Deep Learning for Time Series Forecasting: A Survey
Xiangjie Kong, Zhenghao Chen, Weiyao Liu, Kaili Ning, Lechao Zhang, Syauqie Muhammad Marier, Yichen Liu, Yuhao Chen, Feng Xia
TL;DR
This survey addresses the challenge of organizing the rapidly evolving field of deep learning for time series forecasting (DTSF) by proposing a dynamic architecture taxonomy and detailing feature extraction methodologies. It categorizes DTSF models into explicit-structure and implicit-structure families, covering encoder-decoder, Transformer, GAN-based, integrated, and cascade designs, and discusses their respective strengths and limitations. It also emphasizes series composition and feature-enhancement techniques, including dimension decomposition, time-frequency conversion, pre-training, and patch-based segmentation, while compiling datasets across energy, healthcare, traffic, meteorology, and economics. Finally, the paper highlights pressing challenges—privacy, interpretability, temporal continuity, parallel computing, and scaling—along with promising directions such as representation learning, causal inference, diffusion models, ensemble weighting, and cross-disciplinary approaches.
Abstract
Time series forecasting (TSF) has long been a crucial task in both industry and daily life.

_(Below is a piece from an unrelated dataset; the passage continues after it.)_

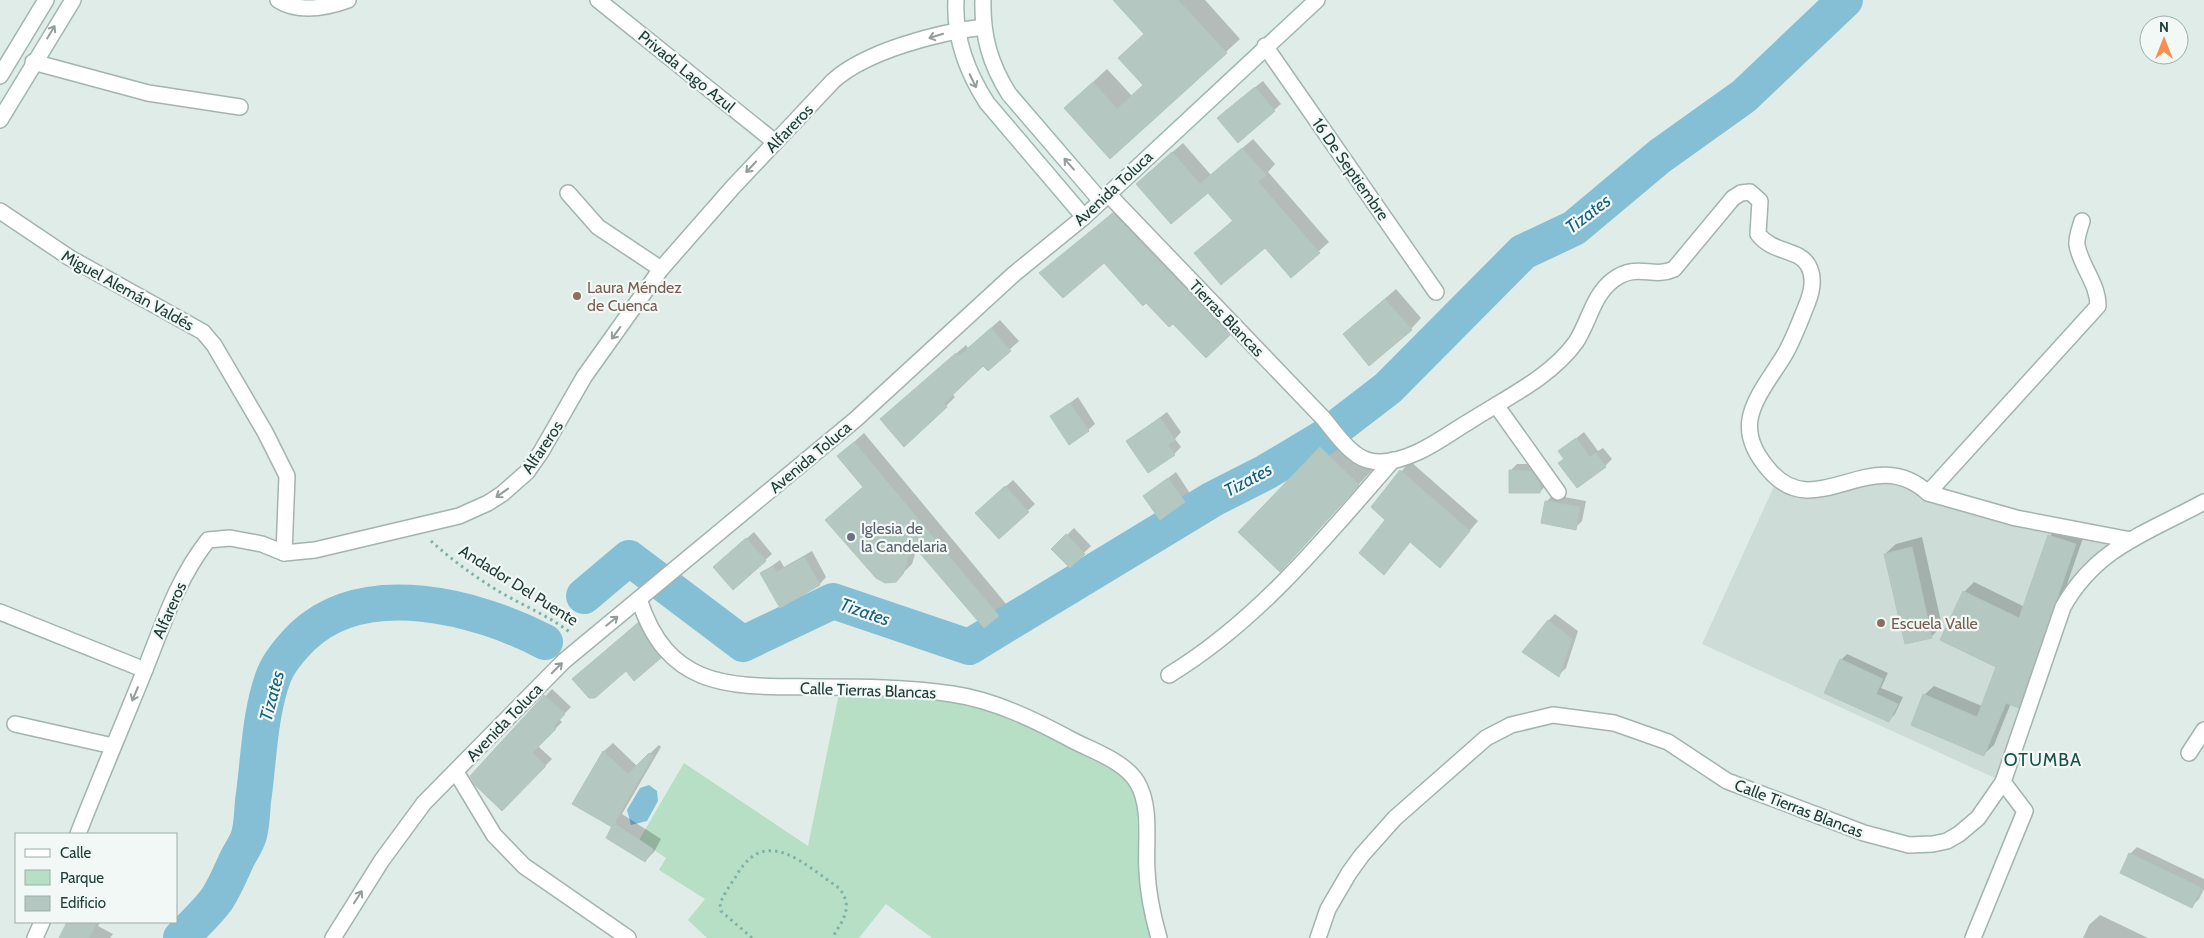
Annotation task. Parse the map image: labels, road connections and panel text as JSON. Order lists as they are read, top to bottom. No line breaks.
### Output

Most classical statistical models may have certain limitations when applied to practical scenarios in fields such as energy, healthcare, traffic, meteorology, and economics, especially when high accuracy is required. With the continuous development of deep learning, numerous new models have emerged in the field of time series forecasting in recent years. However, existing surveys have not provided a unified summary of the wide range of model architectures in this field, nor have they given detailed summaries of works in feature extraction and datasets. To address this gap, in this review, we comprehensively study the previous works and summarize the general paradigms of Deep Time Series Forecasting (DTSF) in terms of model architectures. Besides, we take an innovative approach by focusing on the composition of time series and systematically explain important feature extraction methods. Additionally, we provide an overall compilation of datasets from various domains in existing works. Finally, we systematically emphasize the significant challenges faced and future research directions in this field.